Extracted records
# # # # # # #

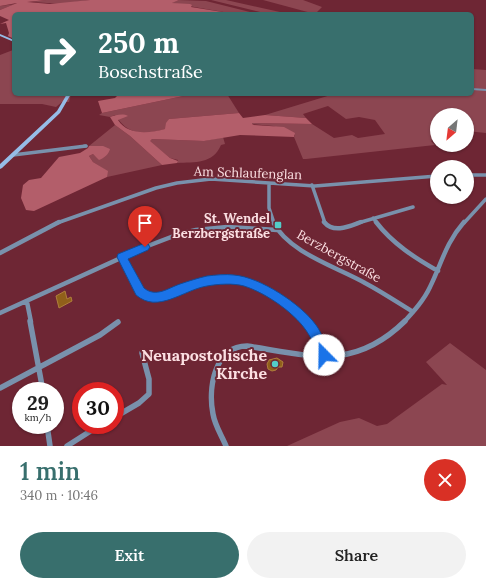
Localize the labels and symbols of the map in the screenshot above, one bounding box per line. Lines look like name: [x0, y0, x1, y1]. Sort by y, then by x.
north arrow: [430, 108, 474, 152]
street label: Am Schlaufenglan: [193, 163, 302, 183]
pin: [128, 206, 162, 247]
place label: St. Wendel Berzbergstraße: [172, 210, 270, 242]
marker: St. Wendel Berzbergstraße: [273, 220, 283, 230]
street label: Berzbergstraße: [294, 226, 384, 286]
position arrow: [303, 334, 345, 376]
place label: Neuapostolische Kirche: [141, 345, 267, 383]
marker: Neuapostolische Kirche: [270, 359, 280, 369]
speed limit sign: 30: [72, 382, 124, 434]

# # # # # # #

== What you are asked to do ==
Copy all records exactly; omit images.

== Exercise solution ==
Localize the labels and symbols of the map in the screenshot above, one bounding box per line. Lines look like name: [x0, y0, x1, y1]. Sort by y, then by x.
north arrow: [430, 108, 474, 152]
street label: Am Schlaufenglan: [193, 163, 302, 183]
pin: [128, 206, 162, 247]
place label: St. Wendel Berzbergstraße: [172, 210, 270, 242]
marker: St. Wendel Berzbergstraße: [273, 220, 283, 230]
street label: Berzbergstraße: [294, 226, 384, 286]
position arrow: [303, 334, 345, 376]
place label: Neuapostolische Kirche: [141, 345, 267, 383]
marker: Neuapostolische Kirche: [270, 359, 280, 369]
speed limit sign: 30: [72, 382, 124, 434]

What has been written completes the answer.